I think that in general there was no such issue. Men, women, the feminist aspect, which I discovered only after the dictatorship was over, did not occur to us then. It is always like that in the great moments of struggles, both the resistance, the civil wars. I remember I read a nice phrase by Rossana Rossanda saying that after the resistance women went back to the kitchen. Yes, you know, as long as the struggle required it they inveighed against the male-dominated establishment, they put us in the first line. Afterward in the calm. … (Xydi, interview)
It can be concluded that although women militants acquired an important role in politics and more emancipation in everyday life, this never translated—with a few notable exceptions—into full equality, separate demands, or leadership. In the areas of affect and self-representation, one can observe a more self-assured attitude among women of the 1970s, even though their assertions about total equity are often contradicted by their bitterness about the male-controlled party hierarchy. Women’s significant presence compared to earlier years, however, and their “alternative” socialization, including the free management of their private lives and their bodies, were among the most innovative elements in the movement, whose effect was the subversion of long-standing moral codes.
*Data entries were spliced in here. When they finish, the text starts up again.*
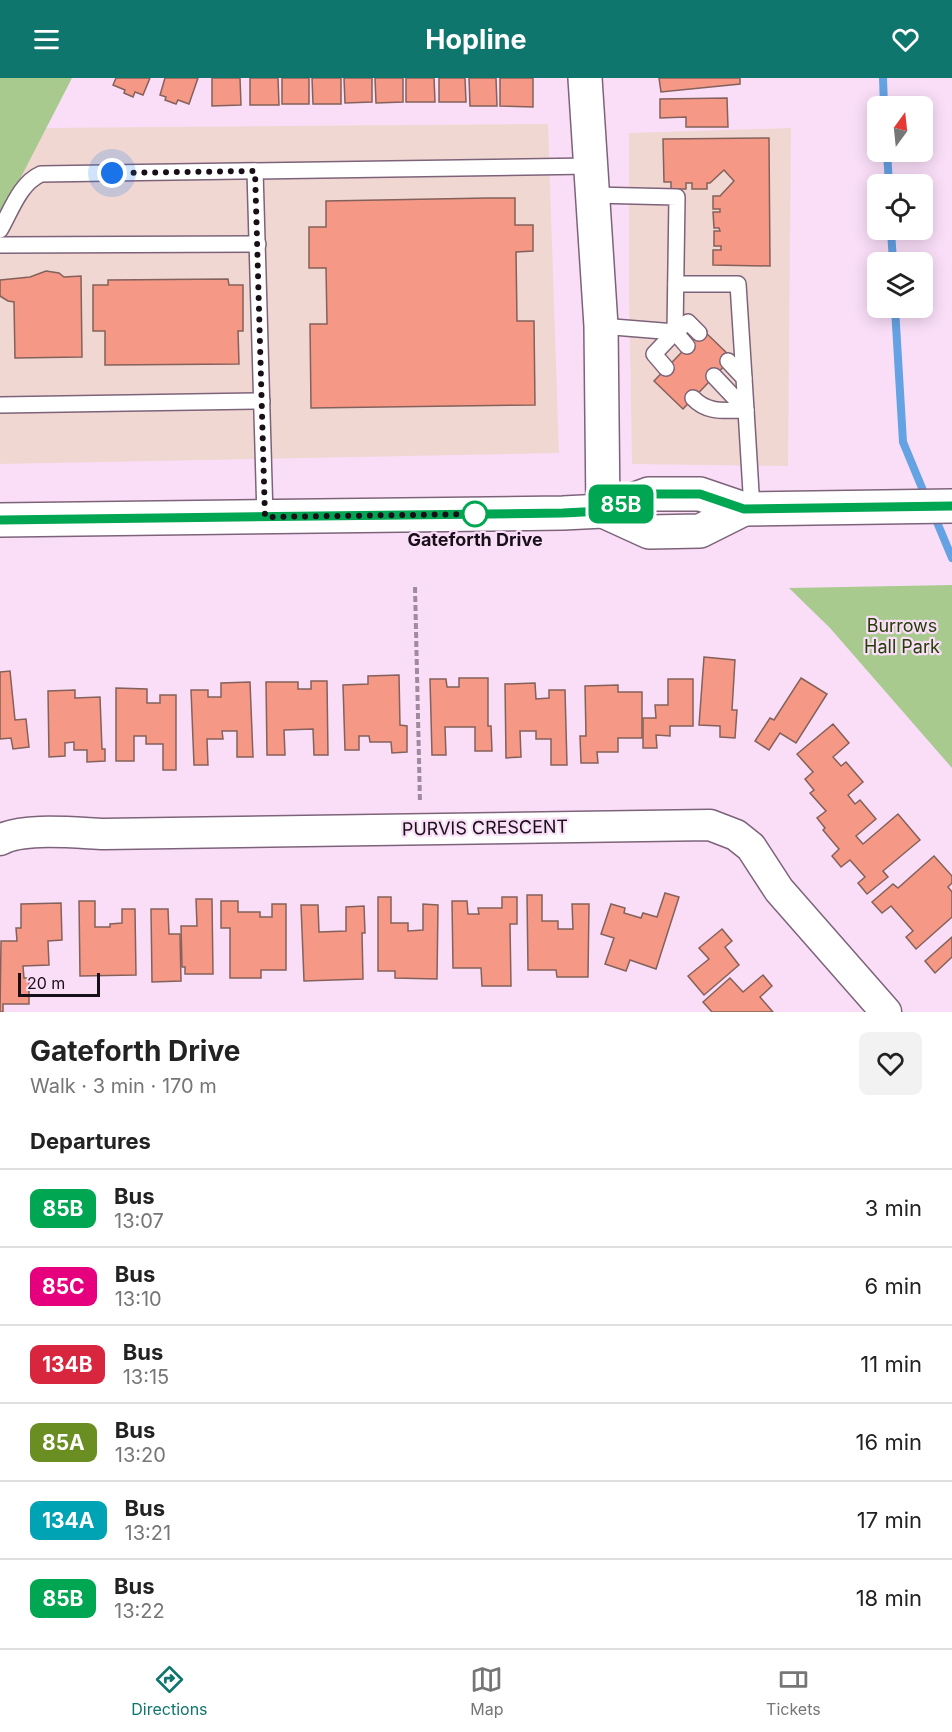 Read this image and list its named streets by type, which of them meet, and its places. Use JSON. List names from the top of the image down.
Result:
{
  "streets": {
    "street": ["PURVIS CRESCENT"]
  },
  "parks": ["Burrows Hall Park"],
  "places": ["Gateforth Drive"],
  "lines": ["bus line 85B"],
  "scale_bar": "20 m",
  "north": "top",
  "page": {
    "header": "Hopline",
    "on_map": "85B",
    "scale": "20 m",
    "heading": [
      ["Gateforth Drive", "Walk · 3 min · 170 m"],
      "Departures"
    ],
    "list": [
      {
        "mark": "85B",
        "name": "Bus",
        "note": "13:07",
        "value": "3 min"
      },
      {
        "mark": "85C",
        "name": "Bus",
        "note": "13:10",
        "value": "6 min"
      },
      {
        "mark": "134B",
        "name": "Bus",
        "note": "13:15",
        "value": "11 min"
      },
      {
        "mark": "85A",
        "name": "Bus",
        "note": "13:20",
        "value": "16 min"
      },
      {
        "mark": "134A",
        "name": "Bus",
        "note": "13:21",
        "value": "17 min"
      },
      {
        "mark": "85B",
        "name": "Bus",
        "note": "13:22",
        "value": "18 min"
      }
    ],
    "tabs": ["Directions", "Map", "Tickets"]
  }
} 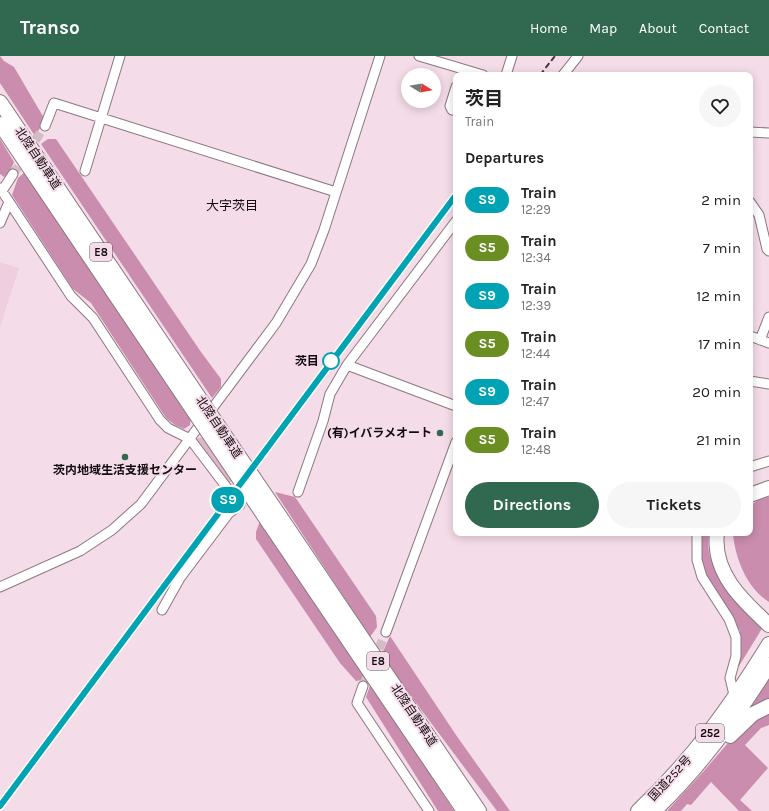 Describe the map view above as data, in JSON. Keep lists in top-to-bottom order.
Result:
{
  "streets": {
    "highway": [
      "北陸自動車道",
      "E8",
      "252",
      "国道252号"
    ]
  },
  "districts": ["大字茨目"],
  "places": ["茨目", "(有)イバラメオート", "茨内地域生活支援センター"],
  "north": "right",
  "page": {
    "header": "Transo",
    "nav": [
      "Home",
      "Map",
      "About",
      "Contact"
    ],
    "on_map": "S9",
    "heading": [
      ["茨目", "Train"],
      "Departures"
    ],
    "list": [
      {
        "mark": "S9",
        "name": "Train",
        "note": "12:29",
        "value": "2 min"
      },
      {
        "mark": "S5",
        "name": "Train",
        "note": "12:34",
        "value": "7 min"
      },
      {
        "mark": "S9",
        "name": "Train",
        "note": "12:39",
        "value": "12 min"
      },
      {
        "mark": "S5",
        "name": "Train",
        "note": "12:44",
        "value": "17 min"
      },
      {
        "mark": "S9",
        "name": "Train",
        "note": "12:47",
        "value": "20 min"
      },
      {
        "mark": "S5",
        "name": "Train",
        "note": "12:48",
        "value": "21 min"
      }
    ],
    "buttons": ["Directions", "Tickets"]
  }
}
In many ways, this shift went hand-in-hand with the exigencies brought forward by the movement’s philosophy: the student movement was, after all, a powerful carrier of modernization, in the sense of redefining traditional perceptions of gender relations. And, in this sense, it was in keeping with the general wave of foreign female prototypes in the post-’68 cultural climate, which helped change the way people looked at women as a whole.
There is a clear relation between the personal, the everyday, and the political, which includes emotional expressions and symbolic meanings. It is in “everyday life practices” that the connection between conditions of life and subjectivity takes place.177 In order to understand the tropes of experience, we must understand the transformation of “objective conditions” of action into cultural meanings in the context of everyday production and reproduction.178
Long hair proved to be a major issue of contention and concern for the regime, the students, and the media, which systematically treated this trend as an unacceptable sort of androgynous gender bending. Although initially a yé-yé feature, long hair soon became associated with a particular type of leftist politics as well. Colonel Ladas called it “the hirsute flag of nihilism,” and the Junta associated it with abnormality (“men becoming women”) and homosexuality, which were treated as identical.179 As long hair became a fashionable means of defiance and a rival to the masculine ideal, a series of negative references started appearing in daily newspapers and pro-regime student journals. Similarly, when the majority of left-wing students wore beards, articles appeared with titles like, “Are beards anti-sexual?”180 An article in the pro-regime student journal in Salonica criticized the role swapping between men and women that came about when men wore long hair, which supposedly resulted in a lack of decency. Another piece in the same issue rejected smoking pipes as part of a wider set of pretentious and grotesque behavior of left-wingers.181 Policemen often called male students “poofters” and female students “whores” because of their appearance.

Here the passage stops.